Con i laser di nuova generazione (PicoSureTM) si ottengono risultati significativi già dopo le prime sedute. Ne bastano generalmente da due a cinque.
4. Tatuaggi: una storia lunga più di 5.000 anni che comincia con una mummia.
Le origini dei tatuaggi risalgono a ben 5.300 anni fa, come testimonia la Mummia di Similaun (foto): un corpo congelato e ottimamente conservato, ritrovato nel 1991 sulle Alpi al confine italo-austriaco, che ne presenta alcuni, molto probabilmente ottenuti sfregando carbone polverizzato su incisioni verticali della cute.
I raggi X hanno rilevato degenerazioni ossee in corrispondenza di quei tagli e ciò ha fatto pensare che i tatuaggi fossero stati praticati allo scopo di lenire dolori ossei, una pratica comune anche nell’Antico Egitto.

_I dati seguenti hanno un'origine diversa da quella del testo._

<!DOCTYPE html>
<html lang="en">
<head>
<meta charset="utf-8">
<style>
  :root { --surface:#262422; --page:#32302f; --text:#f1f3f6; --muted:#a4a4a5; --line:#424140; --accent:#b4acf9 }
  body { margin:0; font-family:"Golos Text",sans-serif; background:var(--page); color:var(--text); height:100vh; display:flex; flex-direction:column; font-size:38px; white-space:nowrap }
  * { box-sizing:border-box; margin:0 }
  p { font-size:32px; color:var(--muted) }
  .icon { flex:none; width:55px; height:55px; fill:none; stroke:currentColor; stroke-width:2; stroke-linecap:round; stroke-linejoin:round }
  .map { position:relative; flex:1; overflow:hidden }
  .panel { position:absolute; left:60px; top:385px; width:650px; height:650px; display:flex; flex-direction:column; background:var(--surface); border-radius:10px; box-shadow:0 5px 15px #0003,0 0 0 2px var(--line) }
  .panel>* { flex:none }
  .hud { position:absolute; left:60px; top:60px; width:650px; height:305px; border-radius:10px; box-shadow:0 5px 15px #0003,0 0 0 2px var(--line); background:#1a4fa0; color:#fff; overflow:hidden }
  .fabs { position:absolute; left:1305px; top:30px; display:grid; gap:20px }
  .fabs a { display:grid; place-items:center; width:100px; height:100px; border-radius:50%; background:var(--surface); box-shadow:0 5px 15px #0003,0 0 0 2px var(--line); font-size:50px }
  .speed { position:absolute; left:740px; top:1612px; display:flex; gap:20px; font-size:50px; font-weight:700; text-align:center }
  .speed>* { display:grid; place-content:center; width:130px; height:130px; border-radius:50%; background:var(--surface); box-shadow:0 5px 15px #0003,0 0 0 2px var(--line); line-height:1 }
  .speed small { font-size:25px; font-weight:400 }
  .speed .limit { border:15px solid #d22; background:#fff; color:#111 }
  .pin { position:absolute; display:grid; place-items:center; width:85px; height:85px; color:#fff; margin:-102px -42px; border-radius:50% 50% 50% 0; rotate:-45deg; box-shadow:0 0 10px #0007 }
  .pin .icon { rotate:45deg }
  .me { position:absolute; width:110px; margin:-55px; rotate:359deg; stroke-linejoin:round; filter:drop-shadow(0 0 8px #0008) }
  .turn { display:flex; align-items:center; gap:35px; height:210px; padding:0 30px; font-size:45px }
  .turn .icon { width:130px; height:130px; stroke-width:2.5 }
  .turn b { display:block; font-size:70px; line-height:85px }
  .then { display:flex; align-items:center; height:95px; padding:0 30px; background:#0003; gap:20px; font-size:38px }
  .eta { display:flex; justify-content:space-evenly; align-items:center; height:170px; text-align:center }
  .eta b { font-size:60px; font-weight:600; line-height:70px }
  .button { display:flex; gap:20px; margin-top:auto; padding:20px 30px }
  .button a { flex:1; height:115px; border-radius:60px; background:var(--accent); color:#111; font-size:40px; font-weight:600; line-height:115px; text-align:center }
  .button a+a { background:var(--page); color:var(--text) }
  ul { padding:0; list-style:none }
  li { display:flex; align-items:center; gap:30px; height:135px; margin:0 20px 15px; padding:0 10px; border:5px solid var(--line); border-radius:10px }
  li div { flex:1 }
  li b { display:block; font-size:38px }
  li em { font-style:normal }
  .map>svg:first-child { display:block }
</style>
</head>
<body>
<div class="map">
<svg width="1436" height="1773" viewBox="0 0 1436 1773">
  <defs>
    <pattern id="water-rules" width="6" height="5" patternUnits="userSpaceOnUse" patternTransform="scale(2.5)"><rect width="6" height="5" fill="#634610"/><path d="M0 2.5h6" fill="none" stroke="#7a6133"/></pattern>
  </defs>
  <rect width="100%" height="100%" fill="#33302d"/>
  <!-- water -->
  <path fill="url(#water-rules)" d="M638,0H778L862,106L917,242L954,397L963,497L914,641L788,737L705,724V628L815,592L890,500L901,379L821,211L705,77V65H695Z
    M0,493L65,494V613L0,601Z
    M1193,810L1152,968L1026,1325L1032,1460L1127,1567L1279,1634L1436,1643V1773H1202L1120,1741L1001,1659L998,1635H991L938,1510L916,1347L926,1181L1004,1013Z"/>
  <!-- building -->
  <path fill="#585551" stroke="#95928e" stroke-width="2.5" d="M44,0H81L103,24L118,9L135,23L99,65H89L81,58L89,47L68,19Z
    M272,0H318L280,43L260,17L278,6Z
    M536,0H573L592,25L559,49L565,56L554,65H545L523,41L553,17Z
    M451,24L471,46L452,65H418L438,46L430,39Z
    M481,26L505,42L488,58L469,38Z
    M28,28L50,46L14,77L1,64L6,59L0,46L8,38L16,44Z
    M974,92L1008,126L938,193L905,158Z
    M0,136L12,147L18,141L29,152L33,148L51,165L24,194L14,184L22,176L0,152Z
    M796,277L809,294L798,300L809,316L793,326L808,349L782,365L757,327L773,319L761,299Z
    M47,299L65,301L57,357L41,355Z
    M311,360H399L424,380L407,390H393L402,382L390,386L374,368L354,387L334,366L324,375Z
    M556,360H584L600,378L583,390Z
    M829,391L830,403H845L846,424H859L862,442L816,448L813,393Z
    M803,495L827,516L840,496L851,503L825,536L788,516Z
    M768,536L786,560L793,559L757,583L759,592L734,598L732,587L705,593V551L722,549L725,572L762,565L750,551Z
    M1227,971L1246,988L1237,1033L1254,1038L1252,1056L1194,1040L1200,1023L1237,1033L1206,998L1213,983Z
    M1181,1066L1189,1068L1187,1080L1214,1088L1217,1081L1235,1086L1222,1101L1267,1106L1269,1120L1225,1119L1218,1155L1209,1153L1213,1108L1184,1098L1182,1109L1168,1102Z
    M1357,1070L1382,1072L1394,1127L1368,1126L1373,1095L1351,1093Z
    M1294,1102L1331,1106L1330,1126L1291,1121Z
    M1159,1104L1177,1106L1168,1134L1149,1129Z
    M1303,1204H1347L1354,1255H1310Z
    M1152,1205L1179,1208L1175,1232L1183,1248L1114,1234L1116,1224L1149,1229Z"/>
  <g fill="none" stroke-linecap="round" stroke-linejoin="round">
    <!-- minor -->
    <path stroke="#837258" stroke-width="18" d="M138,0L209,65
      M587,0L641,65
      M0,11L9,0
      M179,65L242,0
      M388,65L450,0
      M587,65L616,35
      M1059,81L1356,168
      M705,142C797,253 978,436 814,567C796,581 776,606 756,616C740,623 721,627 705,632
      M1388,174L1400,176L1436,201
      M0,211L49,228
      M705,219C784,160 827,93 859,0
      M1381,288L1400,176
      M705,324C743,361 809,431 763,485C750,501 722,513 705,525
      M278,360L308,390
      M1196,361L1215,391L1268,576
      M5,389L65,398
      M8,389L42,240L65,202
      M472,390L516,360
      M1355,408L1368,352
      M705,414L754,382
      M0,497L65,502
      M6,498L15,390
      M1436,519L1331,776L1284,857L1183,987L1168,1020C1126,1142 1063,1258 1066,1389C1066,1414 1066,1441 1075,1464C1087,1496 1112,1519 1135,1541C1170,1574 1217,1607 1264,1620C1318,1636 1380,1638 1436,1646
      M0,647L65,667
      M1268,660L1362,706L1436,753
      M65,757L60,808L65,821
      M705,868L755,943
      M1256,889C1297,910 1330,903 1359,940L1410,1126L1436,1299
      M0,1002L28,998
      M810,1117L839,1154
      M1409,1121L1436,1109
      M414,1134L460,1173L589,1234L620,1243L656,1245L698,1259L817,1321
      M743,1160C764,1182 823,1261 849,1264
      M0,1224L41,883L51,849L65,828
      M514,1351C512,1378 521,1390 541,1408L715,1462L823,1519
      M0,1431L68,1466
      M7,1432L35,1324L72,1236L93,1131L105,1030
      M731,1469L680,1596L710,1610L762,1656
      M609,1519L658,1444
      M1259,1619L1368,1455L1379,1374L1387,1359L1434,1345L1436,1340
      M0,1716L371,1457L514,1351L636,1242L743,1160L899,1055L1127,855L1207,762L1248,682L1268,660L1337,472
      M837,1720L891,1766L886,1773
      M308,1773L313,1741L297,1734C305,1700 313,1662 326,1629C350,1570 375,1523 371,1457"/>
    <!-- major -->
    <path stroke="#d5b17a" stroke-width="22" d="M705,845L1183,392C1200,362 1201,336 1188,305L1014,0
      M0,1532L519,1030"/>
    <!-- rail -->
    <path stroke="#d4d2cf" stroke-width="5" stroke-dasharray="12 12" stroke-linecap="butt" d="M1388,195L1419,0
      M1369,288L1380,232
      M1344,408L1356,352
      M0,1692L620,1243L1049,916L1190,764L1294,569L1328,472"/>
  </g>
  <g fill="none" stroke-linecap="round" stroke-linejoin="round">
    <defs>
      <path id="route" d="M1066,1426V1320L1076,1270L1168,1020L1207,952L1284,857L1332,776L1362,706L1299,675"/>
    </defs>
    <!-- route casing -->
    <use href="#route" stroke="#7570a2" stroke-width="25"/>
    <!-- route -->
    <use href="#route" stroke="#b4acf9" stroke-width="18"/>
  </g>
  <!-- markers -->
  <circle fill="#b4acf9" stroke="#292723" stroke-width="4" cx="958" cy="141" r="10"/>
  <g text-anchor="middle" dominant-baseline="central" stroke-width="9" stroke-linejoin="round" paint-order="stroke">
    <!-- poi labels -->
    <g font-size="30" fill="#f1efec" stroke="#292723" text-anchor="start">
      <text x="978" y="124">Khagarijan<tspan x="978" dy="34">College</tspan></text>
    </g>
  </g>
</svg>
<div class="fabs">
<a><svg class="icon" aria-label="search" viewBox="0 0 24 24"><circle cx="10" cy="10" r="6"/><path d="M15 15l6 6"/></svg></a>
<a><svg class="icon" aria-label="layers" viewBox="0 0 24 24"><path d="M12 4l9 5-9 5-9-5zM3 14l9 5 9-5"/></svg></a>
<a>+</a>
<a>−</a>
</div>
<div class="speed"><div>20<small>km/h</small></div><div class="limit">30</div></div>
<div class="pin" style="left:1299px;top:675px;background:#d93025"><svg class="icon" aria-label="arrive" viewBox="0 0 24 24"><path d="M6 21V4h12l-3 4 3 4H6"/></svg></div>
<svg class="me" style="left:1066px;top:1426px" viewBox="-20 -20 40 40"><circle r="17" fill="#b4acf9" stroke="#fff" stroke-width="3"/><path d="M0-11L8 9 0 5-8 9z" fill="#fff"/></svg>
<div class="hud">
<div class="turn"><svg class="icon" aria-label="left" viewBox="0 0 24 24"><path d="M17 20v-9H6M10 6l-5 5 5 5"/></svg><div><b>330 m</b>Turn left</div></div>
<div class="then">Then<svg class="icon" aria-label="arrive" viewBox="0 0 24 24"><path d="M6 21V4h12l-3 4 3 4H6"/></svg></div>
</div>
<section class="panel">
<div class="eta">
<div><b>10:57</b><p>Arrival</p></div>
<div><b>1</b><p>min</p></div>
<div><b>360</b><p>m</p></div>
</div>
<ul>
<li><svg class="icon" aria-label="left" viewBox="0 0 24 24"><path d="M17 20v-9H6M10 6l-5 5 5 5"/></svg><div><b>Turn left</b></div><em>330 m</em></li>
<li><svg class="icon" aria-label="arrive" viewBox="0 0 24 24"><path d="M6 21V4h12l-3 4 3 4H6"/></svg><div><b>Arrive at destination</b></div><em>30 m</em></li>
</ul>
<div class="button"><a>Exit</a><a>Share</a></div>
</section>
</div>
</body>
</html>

Anche gli antichi cinesi e giapponesi si tatuavano, con ideogrammi, sin dal 330 a.C.; li ritenevano segni in grado di infondere loro forza e coraggio.
I Celti, che adoravano il cinghiale, il toro, il gatto, gli uccelli e i pesci come divinità, se li tatuavano sulla pelle in segno di devozione.
Presso gli antichi Romani, invece, il tatuaggio veniva utilizzato esclusivamente per marchiare criminali e condannati. Solo dopo le battaglie contro i britannici (che portavano tatuaggi come segni distintivi di onore e forza) alcuni soldati romani cominciarono a tatuarsi a loro volta.
Fra i primi cristiani vigeva l’abitudine di tatuarsi la croce di Cristo sulla fronte, usanza proibita dall’imperatore Costantino intorno al 325 d.C perché ritenuta irrispettosa dell’integrità del corpo.
I tatuaggi compariranno di nuovo in Occidente durante le Crociate: tatuarsi la croce di Gerusalemme permetteva infatti un’appropriata sepoltura secondo i riti cristiani.
Dopo le Crociate, il tatuaggio in Europa scompare per qualche secolo, fino a quando, nel Settecento, l’esploratore inglese James Cook, di ritorno da uno dei suoi viaggi nei Mari del Sud, lo riporta in auge tra i suoi marinai.
Per diverso tempo è tipico di detenuti, marinai, mercenari e circensi e bisogna aspettare gli anni Sessanta del XX secolo perché si diffonda nella massa.
Lo adottano gli aderenti a movimenti di opposizione alla guerra del Vietnam, i paladini dei diritti civili, della libertà sessuale, dell’emancipazione delle donne e degli omosessuali.
Anche il mondo del rock lo utilizza come segno di trasgressione, mentre i vip, sin dagli anni Ottanta, come segno di distinzione. L’eco di tutto ciò arriva in Europa negli anni 90, quando lo stilista Jean-Paul Gaultier fa la sua prima sfilata con modelli tatuati.
Il fenomeno diventa di moda: si diffonde sempre più con la cultura consumista in cui il corpo è un oggetto “da riempire”. Il tatuaggio diventa un elemento decorativo in riferimento al culto del corpo celebrato nelle palestre.
5. Quattro consigli per correre meno rischi
Premesso che tatuarsi comporta sempre un certo rischio di infezione, locale o generale (dall’epatite virale fino all’HIV), causata da microrganismi presenti sulla propria cute o provenienti dal cliente precedente o dall’operatore, il pericolo è maggiore nel caso di tatuaggi “fai da te”, praticati da operatori inesperti con sistemi rudimentali.
Ecco alcuni consigli:
- Rivolgersi a professionisti responsabili e informati sulle procedure corrette (che utilizzano guanti e aghi monouso) e, in caso di pentimento, contattare un dermatologo, che dirà come procedere per l’eliminazione.
- Scegliere disegni monocolore ed evitare le tonalità arancio- giallo, difficili da cancellare.
- Evitare i tatuaggi molto estesi perché, coprendo aree importanti di pelle, non consentono di tenerla sotto controllo, impedendo o ritardando l’eventuale riconoscimento di un melanoma, un tumore maligno mortale, nel quale le speranze di sopravvivenza dipendono dalla tempestività della diagnosi.
Per questo molti tatuatori evitano di coprire i nei melanocitici con il tatuaggio: ciò purtroppo non è sufficiente poiché circa l’80 per cento dei melanomi insorge sulla pelle sana. - Fare attenzione ai tatuaggi temporanei. I colori contengono p-fenilendiammina, una sostanza che può provocare dermatiti, con arrossamenti e croste molto pruriginose.